[Collected data entries]
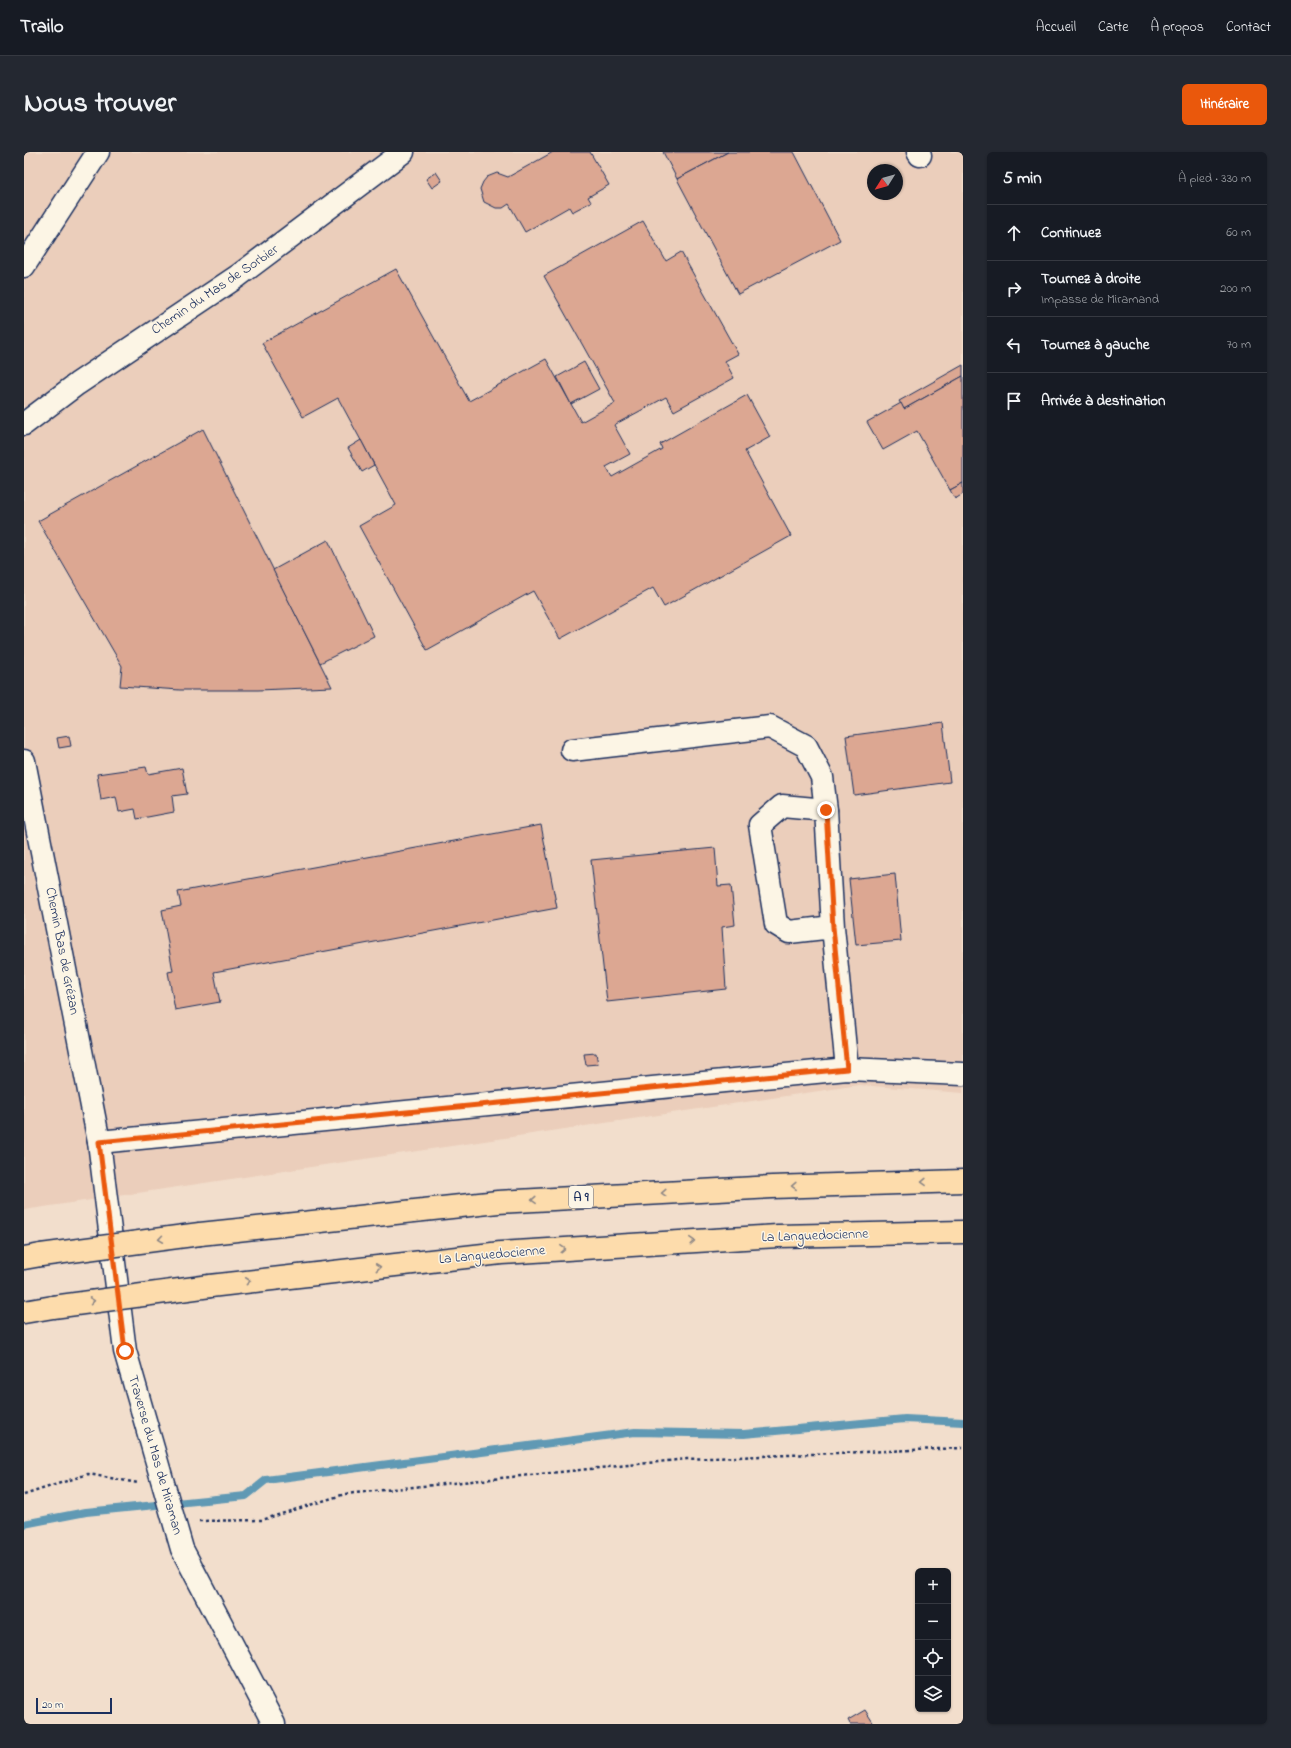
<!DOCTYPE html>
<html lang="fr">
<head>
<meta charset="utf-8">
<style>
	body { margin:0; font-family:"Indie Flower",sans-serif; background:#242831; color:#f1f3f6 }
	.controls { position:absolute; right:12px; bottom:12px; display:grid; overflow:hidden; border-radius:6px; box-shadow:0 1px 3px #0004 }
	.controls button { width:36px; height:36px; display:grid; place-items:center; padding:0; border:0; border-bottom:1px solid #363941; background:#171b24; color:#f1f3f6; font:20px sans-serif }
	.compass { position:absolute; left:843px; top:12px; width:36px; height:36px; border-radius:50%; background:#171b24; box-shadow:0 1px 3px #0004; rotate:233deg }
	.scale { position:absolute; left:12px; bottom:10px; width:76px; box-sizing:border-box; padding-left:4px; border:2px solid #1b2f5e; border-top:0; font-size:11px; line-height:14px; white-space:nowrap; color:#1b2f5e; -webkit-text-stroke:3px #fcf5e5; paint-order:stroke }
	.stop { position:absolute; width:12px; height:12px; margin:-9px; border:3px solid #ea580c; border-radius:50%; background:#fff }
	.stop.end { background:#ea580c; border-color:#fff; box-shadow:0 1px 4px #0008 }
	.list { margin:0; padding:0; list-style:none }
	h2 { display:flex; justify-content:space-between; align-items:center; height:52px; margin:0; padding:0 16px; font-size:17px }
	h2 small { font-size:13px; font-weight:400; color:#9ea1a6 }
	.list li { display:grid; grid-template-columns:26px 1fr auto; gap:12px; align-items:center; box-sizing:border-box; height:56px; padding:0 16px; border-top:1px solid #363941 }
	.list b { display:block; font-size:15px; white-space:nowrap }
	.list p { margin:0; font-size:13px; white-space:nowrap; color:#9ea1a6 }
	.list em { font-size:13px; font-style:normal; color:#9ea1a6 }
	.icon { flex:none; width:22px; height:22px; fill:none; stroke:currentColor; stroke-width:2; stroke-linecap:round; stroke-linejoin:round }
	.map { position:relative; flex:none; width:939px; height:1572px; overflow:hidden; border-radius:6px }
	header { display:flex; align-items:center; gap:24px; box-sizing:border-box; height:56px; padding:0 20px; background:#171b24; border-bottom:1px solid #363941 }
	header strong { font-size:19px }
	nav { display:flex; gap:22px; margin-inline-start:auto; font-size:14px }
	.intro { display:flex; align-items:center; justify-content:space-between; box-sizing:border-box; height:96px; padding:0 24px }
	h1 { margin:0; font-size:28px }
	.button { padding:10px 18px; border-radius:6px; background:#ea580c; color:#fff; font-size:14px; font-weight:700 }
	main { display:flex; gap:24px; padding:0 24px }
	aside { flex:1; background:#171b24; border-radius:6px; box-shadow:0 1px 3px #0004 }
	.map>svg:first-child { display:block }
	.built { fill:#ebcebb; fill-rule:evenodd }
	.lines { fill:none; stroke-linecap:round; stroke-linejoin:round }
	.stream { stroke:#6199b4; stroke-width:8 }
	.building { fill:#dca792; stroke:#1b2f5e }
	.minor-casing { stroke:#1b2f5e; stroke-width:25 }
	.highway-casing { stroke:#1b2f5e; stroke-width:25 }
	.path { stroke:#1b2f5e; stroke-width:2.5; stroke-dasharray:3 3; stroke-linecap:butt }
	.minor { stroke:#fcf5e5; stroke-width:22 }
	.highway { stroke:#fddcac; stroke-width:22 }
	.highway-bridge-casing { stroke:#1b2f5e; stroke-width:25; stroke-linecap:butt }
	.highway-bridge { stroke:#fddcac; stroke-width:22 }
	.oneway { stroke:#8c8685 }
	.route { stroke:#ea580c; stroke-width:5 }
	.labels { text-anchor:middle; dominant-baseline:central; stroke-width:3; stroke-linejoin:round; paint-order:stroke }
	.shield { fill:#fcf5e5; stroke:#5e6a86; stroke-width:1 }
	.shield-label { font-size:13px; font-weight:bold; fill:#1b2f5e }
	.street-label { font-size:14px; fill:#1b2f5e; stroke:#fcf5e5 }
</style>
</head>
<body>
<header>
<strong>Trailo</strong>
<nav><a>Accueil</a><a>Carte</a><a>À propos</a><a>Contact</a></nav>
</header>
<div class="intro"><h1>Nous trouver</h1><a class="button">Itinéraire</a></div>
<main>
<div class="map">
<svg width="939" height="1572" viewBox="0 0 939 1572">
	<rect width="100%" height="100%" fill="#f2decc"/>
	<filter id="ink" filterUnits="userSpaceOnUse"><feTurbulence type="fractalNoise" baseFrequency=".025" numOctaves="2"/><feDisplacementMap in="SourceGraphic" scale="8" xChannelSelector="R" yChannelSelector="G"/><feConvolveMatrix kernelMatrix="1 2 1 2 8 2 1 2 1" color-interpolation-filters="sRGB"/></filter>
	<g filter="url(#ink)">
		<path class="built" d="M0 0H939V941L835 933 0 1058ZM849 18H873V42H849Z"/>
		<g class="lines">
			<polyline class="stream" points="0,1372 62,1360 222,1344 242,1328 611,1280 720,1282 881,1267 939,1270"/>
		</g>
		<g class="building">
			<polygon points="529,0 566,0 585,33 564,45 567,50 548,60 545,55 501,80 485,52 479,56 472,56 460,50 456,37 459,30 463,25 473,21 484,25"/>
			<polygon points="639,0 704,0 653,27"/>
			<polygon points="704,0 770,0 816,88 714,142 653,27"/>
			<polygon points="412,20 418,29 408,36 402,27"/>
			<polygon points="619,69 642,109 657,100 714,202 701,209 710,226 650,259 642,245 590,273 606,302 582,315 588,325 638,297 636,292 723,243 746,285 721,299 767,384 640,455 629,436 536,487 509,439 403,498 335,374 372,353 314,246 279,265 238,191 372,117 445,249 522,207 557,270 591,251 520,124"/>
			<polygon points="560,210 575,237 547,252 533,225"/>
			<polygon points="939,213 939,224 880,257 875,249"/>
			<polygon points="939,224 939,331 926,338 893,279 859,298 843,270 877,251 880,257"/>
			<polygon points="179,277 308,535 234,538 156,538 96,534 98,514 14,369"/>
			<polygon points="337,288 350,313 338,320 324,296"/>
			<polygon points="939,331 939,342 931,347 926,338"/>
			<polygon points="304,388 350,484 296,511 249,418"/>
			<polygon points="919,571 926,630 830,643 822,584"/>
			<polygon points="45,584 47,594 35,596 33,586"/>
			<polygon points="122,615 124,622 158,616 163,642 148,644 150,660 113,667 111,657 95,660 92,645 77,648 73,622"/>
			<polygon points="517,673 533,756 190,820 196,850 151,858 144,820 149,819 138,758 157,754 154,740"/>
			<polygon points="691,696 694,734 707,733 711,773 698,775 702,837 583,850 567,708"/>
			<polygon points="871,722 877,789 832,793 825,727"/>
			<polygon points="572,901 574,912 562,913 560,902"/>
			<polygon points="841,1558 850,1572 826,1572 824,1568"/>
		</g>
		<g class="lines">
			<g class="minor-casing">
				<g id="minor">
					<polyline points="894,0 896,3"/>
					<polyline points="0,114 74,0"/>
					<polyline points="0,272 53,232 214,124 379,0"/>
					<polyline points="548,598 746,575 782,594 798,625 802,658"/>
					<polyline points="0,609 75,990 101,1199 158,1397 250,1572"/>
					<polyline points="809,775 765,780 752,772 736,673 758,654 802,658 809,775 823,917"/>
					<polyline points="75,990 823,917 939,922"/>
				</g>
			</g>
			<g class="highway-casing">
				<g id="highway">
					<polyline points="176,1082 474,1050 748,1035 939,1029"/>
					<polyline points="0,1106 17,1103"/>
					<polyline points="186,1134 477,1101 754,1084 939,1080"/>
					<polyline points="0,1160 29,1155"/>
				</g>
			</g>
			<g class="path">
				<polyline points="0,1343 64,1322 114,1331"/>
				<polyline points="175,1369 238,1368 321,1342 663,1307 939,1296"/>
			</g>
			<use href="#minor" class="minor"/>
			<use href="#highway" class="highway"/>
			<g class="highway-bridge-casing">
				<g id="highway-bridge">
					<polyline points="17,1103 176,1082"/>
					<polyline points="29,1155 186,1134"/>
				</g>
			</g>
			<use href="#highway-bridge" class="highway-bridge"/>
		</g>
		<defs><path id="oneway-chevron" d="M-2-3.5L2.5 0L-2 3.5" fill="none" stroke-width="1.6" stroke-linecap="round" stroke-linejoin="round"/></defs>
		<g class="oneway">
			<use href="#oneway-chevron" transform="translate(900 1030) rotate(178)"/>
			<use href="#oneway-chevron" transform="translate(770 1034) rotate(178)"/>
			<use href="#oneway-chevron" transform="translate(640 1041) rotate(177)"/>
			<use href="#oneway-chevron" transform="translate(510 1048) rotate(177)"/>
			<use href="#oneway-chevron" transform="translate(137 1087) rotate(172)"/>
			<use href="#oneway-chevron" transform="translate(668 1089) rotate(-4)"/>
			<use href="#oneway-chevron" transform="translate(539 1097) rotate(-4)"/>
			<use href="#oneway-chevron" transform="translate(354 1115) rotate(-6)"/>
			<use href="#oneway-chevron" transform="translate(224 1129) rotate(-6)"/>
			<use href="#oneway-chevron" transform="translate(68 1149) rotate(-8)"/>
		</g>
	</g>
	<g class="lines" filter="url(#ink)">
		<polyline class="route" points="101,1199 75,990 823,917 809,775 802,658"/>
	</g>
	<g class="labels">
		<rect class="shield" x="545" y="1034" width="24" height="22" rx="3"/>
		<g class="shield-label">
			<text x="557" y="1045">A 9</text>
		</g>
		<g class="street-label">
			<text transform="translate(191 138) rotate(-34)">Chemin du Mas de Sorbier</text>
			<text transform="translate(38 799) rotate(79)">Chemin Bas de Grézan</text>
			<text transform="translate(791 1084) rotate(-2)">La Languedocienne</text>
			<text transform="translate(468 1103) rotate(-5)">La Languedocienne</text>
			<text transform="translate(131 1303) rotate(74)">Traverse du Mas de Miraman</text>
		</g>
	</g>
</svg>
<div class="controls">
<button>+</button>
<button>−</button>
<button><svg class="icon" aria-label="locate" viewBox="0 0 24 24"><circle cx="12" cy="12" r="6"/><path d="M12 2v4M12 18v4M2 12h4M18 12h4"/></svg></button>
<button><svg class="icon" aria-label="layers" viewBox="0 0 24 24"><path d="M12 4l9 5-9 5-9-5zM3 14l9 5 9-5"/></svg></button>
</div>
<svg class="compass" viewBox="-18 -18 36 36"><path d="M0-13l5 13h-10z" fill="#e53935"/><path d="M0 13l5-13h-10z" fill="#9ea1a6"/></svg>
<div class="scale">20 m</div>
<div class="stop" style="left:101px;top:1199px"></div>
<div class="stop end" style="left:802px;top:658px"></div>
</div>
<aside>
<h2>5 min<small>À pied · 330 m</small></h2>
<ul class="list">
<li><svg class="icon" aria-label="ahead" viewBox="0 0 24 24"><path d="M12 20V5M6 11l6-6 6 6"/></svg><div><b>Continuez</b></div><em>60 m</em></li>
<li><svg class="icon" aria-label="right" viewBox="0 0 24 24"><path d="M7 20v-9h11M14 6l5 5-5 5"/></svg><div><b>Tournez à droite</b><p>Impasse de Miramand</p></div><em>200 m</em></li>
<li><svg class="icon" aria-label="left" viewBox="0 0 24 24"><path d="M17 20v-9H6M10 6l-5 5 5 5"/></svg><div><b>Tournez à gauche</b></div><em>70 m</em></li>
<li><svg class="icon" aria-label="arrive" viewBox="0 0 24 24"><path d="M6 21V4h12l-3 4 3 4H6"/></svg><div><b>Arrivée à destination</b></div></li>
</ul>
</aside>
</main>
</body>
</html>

> **ASSIGNMENT**
The response should hold only an exact retyping of the lines from the beginning of the data through the line containing "flex:none; width:22px; height:22px;", both ends kept, pictures omitted.

> **RESULT BELOW**
<!DOCTYPE html>
<html lang="fr">
<head>
<meta charset="utf-8">
<style>
	body { margin:0; font-family:"Indie Flower",sans-serif; background:#242831; color:#f1f3f6 }
	.controls { position:absolute; right:12px; bottom:12px; display:grid; overflow:hidden; border-radius:6px; box-shadow:0 1px 3px #0004 }
	.controls button { width:36px; height:36px; display:grid; place-items:center; padding:0; border:0; border-bottom:1px solid #363941; background:#171b24; color:#f1f3f6; font:20px sans-serif }
	.compass { position:absolute; left:843px; top:12px; width:36px; height:36px; border-radius:50%; background:#171b24; box-shadow:0 1px 3px #0004; rotate:233deg }
	.scale { position:absolute; left:12px; bottom:10px; width:76px; box-sizing:border-box; padding-left:4px; border:2px solid #1b2f5e; border-top:0; font-size:11px; line-height:14px; white-space:nowrap; color:#1b2f5e; -webkit-text-stroke:3px #fcf5e5; paint-order:stroke }
	.stop { position:absolute; width:12px; height:12px; margin:-9px; border:3px solid #ea580c; border-radius:50%; background:#fff }
	.stop.end { background:#ea580c; border-color:#fff; box-shadow:0 1px 4px #0008 }
	.list { margin:0; padding:0; list-style:none }
	h2 { display:flex; justify-content:space-between; align-items:center; height:52px; margin:0; padding:0 16px; font-size:17px }
	h2 small { font-size:13px; font-weight:400; color:#9ea1a6 }
	.list li { display:grid; grid-template-columns:26px 1fr auto; gap:12px; align-items:center; box-sizing:border-box; height:56px; padding:0 16px; border-top:1px solid #363941 }
	.list b { display:block; font-size:15px; white-space:nowrap }
	.list p { margin:0; font-size:13px; white-space:nowrap; color:#9ea1a6 }
	.list em { font-size:13px; font-style:normal; color:#9ea1a6 }
	.icon { flex:none; width:22px; height:22px; fill:none; stroke:currentColor; stroke-width:2; stroke-linecap:round; stroke-linejoin:round }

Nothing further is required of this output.